UK MPs Threaten New Laws If Google Won't Censor Search
It's not just Japan that wants to regulate how Google displays search results: judgecorp writes "A committee of British MPs and peers has asked Google to censor search results to protect privacy and threatened to put forward new laws that would force it to do so, if Google fails to comply. The case relates to events such as former Formula One boss Max Mosley's legal bid to prevent Google linking to illegally obtained images of himself."
It's that Max Mosley doesn't want people to know that in private he enjoys orgies while dressed as a Nazi.

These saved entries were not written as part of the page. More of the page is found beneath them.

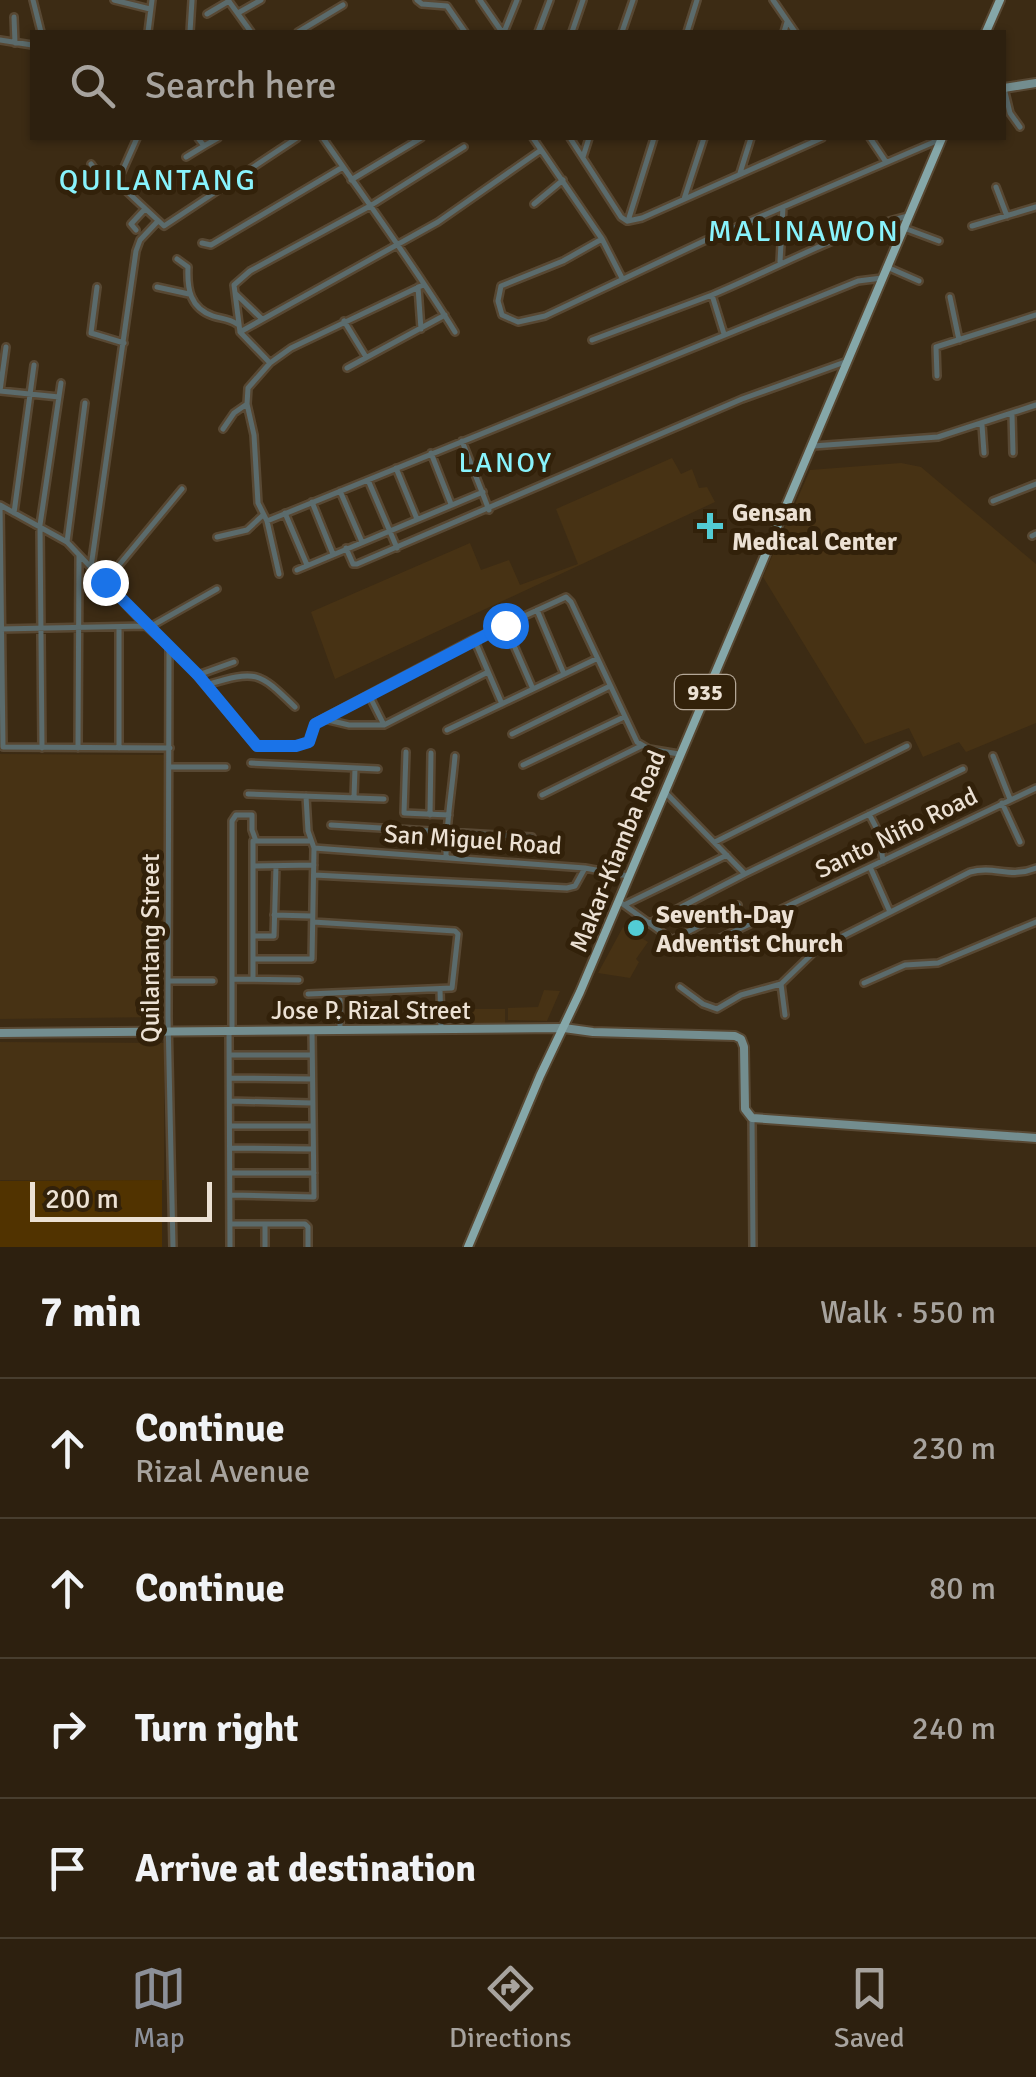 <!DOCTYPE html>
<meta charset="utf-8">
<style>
body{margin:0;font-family:Signika,sans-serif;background:#352818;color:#f1f3f6}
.scale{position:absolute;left:30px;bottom:25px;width:182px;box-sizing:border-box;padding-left:10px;border:5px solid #ece1d4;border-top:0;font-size:28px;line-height:35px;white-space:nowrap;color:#ece1d4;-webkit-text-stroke:8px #32210a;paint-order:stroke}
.stop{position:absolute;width:30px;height:30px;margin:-22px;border:8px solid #1a73e8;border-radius:50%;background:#fff}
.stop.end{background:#1a73e8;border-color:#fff;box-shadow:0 2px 10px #0008}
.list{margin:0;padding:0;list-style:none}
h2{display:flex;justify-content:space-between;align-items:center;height:130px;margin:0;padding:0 40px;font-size:42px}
h2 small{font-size:32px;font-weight:400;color:#a7a39e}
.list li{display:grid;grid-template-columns:65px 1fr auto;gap:30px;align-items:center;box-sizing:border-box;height:140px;padding:0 40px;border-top:2px solid #483e2f}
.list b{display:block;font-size:38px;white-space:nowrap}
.list p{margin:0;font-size:32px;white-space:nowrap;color:#a7a39e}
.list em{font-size:32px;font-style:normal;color:#a7a39e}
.icon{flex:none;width:55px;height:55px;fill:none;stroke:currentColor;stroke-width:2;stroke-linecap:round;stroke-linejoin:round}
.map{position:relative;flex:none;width:1036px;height:1247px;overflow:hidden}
.search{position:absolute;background:#2d200f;box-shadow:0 2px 8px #0004;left:30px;right:30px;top:30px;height:110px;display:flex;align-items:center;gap:25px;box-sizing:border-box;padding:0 35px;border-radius:0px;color:#a7a39e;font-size:38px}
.sheet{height:690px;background:#2d200f}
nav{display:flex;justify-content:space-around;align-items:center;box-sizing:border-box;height:140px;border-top:2px solid #483e2f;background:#2d200f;font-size:28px;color:#a7a39e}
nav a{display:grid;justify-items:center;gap:5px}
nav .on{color:#8c9099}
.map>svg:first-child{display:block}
.built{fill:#473214}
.green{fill:#513300}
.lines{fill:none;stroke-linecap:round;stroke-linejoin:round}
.street-casing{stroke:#584833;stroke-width:10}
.secondary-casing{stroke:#584833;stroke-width:12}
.primary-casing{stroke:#584833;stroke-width:12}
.street{stroke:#5b6b6c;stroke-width:5}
.secondary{stroke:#738d8f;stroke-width:8}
.primary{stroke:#85a7a9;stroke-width:8}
.route{stroke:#1a73e8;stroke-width:12}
.poi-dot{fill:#52ccd5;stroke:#32210a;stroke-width:4}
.labels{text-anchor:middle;stroke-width:10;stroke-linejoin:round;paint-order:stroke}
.shield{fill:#32210a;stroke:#b4a797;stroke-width:2.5}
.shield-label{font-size:22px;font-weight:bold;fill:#ece1d4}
.poi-label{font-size:25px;font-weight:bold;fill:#ece1d4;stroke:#32210a;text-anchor:start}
.street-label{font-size:25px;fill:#ece1d4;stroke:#32210a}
.neighbourhood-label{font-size:28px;letter-spacing:2.5px;fill:#88f3fc;stroke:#32210a}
.quarter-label{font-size:30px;letter-spacing:2.5px;fill:#88f3fc;stroke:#32210a}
</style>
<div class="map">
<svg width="1036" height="1247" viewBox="0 0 1036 1247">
<rect width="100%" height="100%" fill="#3c2b14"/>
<path class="built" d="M672,458L681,474L692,469L699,488L707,487L715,502L335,679L311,612L470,543L481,570L509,560L520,585L578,564L556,509Z
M901,463L921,467L1036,564V723L966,752L959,742L923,757L909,728L865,744L763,577L810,470Z
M0,754L166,755L162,1017L0,1019Z
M623,927L648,942L636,959L639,962L630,978L598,973Z
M544,990L560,991L547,1021L508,1020V1008L538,1007Z
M459,1009H505V1023H459Z
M0,1042L164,1043V1180H0Z"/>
<path class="green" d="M162,1180V1247H0V1181Z"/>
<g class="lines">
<g class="street-casing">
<path id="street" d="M33,0L41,32
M114,0L150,9
M228,0L251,32
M417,0L422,4L447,6L465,32
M480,0L502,32
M773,0L795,32
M238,13L261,0
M207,14L229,1
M14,17L15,43
M148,32L152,0
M190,32L192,0
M298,32L343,5
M504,32L517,0
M538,32L550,0
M572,32L583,0
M622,32L633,0
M687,32L697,0
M784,32L787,22
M0,40L32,45
M1004,88L1010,113L1020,127
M137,138L121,174V186L164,226L297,138
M198,138L204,146L218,138
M323,138C367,202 414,265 455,332
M533,138L602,239L622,278
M570,138L621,217L627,221
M870,138L886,162
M186,157L204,146
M583,157L589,138
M91,164L101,178L120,183
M740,173L751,138
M351,180L421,138
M996,187L1007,216
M684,199L704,138
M534,204L563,180
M628,221L642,218L822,138
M628,221L654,138
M972,226L1036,207
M904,228L939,241
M136,230L131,224L144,210
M602,239L563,261L501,286L498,301L502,315L518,322L545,316L706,240L941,139
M202,243L211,245L343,167
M177,259L188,267C187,289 190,308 213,316C222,319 228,318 237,324
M780,262L783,207
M887,267L919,281
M97,287L91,333L124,343
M157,287L189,294
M418,287L421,329
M236,294L262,319
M712,295C777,268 839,232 908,216
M950,297L959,340
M344,321L366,357
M240,332L438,222L541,150
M592,340L712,295L724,334
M6,347L0,391L59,397
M270,363L291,348L423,285
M347,368L445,315
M937,376L936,347L1036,315
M1012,414L1013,453
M982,425L984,453
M223,429L234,413L247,404
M462,441L489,510
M813,446L938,437L1036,405
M431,453L451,504
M396,468L417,519
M368,480L397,548
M340,491L362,542
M993,501L1036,484
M312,502L333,554
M0,505L67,542L146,626L184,660L257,747L297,746L309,742L315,723L474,639L566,597L571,602L637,742L649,749L679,754
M0,505L3,747
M14,513L34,365
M285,513L307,565
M267,521L858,281L882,278
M1032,536L1036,534
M217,537L247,530L263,515
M67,542L85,403
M346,548L353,564H357L742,399L845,362
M91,567L136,251L140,240L157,222
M297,570L483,492
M279,574L267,521L258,503L254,435L247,404L248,388L270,363L240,332L234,285L250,271L370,206L464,147
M105,582L182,489
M537,610L564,674
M505,625L533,689
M119,627V748
M148,628L217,589
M0,629L146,626
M474,639L502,704
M169,649L168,1017L173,1247
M198,675L234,662
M206,685C257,670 258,671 295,707
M369,695L384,725
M324,719L349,725H384L488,672
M447,730L596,659
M512,734L608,687
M3,747L170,748
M42,748L40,525L61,383
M78,748L79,556
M406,752L404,813L449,815
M993,756L1010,799
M251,763L378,769
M523,765L624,717
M170,767H226
M665,792L745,874L963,769
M248,794L384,799
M542,795L641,746
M354,797L355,768
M1002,803L1020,842
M869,814L879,833L883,861
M430,815L431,753
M331,825L532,837
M715,842L907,746
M314,848L585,868L628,876
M446,857C446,823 452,791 455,756
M253,866L314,865
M870,867L890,912
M314,875L567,888L575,886L585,868
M620,902L682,947L693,951L1036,788
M624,905L727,855
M274,915L311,916
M650,923L745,874
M253,936H274L276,866
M672,940L738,905
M253,959H312L314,848L308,831L306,796
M233,979L299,980
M253,979V841H310
M168,981H213
M864,983L905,965L938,963L1036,922
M781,984L785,1015
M680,987L703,1004L717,1009L741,995L781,984L817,949L970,872C995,865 1010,879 1036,868
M440,989L441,1029
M308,994L452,988L458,934L455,931L313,922
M340,1000V1030
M229,1031L230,1247
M232,1031V821L236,815H252V830L256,841
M230,1055H312
M230,1078L312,1079
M230,1101L312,1103
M752,1118L753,1247
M230,1126H313
M230,1148L313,1149
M230,1173H314
M230,1195L314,1197L312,1030
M230,1224H305L308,1227V1247
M265,1247V1225"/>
</g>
<g class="secondary-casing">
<path id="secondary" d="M1004,88L1036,83
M0,1033L564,1028L593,1032L735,1036L741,1039L744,1047L745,1109L752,1118L1036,1138"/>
</g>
<g class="primary-casing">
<path id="primary" d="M986,32L1000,0
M468,1247L540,1076L580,992L942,138"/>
</g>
<use href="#street" class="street"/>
<use href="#secondary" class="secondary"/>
<use href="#primary" class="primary"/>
</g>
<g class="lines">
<path class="route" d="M105,582L198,675L257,746H296L309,742L315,724L505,625"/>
</g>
<g class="poi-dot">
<path d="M705 511h10v10h10v10h-10v10h-10v-10h-10v-10h10z"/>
<circle cx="636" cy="928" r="10"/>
</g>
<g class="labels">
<rect class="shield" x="675" y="675" width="60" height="34" rx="8"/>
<g class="shield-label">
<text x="705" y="700">935</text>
</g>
<g class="poi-label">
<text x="732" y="521">Gensan<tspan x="732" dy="29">Medical Center</tspan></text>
<text x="656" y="923">Seventh-Day<tspan x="656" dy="29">Adventist Church</tspan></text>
</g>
<g class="street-label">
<text transform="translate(896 832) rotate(-26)" y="9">Santo Niño Road</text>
<text transform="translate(473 839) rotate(4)" y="9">San Miguel Road</text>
<text transform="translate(617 851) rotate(-68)" y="9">Makar-Kiamba Road</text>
<text transform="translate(150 948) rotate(-90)" y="9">Quilantang Street</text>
<text x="371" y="1019">Jose P. Rizal Street</text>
</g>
<g class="neighbourhood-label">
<text x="506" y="472">LANOY</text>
</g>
<g class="quarter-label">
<text x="158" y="190">QUILANTANG</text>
<text x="804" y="241">MALINAWON</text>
</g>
</g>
</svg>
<div class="scale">200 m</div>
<div class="stop" style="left:505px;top:625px"></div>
<div class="stop end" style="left:105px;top:582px"></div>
<div class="search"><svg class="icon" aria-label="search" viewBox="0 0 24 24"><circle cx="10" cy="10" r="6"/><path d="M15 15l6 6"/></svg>Search here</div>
</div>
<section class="sheet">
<h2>7 min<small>Walk · 550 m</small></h2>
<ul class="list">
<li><svg class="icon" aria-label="ahead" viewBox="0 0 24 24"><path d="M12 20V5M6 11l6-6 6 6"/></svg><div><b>Continue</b><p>Rizal Avenue</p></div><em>230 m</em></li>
<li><svg class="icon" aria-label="ahead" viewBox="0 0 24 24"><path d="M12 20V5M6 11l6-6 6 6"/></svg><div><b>Continue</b></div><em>80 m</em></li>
<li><svg class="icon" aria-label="right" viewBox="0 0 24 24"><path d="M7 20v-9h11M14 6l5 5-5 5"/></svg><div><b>Turn right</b></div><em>240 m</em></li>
<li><svg class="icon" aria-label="arrive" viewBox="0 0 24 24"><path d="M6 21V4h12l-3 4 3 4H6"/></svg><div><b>Arrive at destination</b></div></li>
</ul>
</section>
<nav>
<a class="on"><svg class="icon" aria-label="map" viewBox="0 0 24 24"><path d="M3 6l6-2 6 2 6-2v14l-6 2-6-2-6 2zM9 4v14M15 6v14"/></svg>Map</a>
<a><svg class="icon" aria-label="directions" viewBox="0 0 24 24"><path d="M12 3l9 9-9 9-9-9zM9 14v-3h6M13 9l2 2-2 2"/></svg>Directions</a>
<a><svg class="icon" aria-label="saved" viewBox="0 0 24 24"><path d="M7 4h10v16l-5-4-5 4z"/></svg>Saved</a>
</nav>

That's true, but there's also another bit:
In the UK, the courts have far, far more power than courts in the US. Stuff like super-injunctions ("you are not allowed to tell a member of parliament about this injunction") or ASBOs ("judges can now basically make up laws and apply them to a case") would never fly in the US - the legislature and executive branches would knock them down faster than you can say "constitutional crisis".
Basically, in the US system of checks and balances, the judiciary has no way to go on the offensive. They can block laws and actions, after they've already been passed, but that's about it. In the UK, the courts can actually be proactive instead of just reacting to what the rest of the "government" (US-sense) does.
There's probably a historic reason for the difference, but I'm not enough of a historian to know exactly what it is.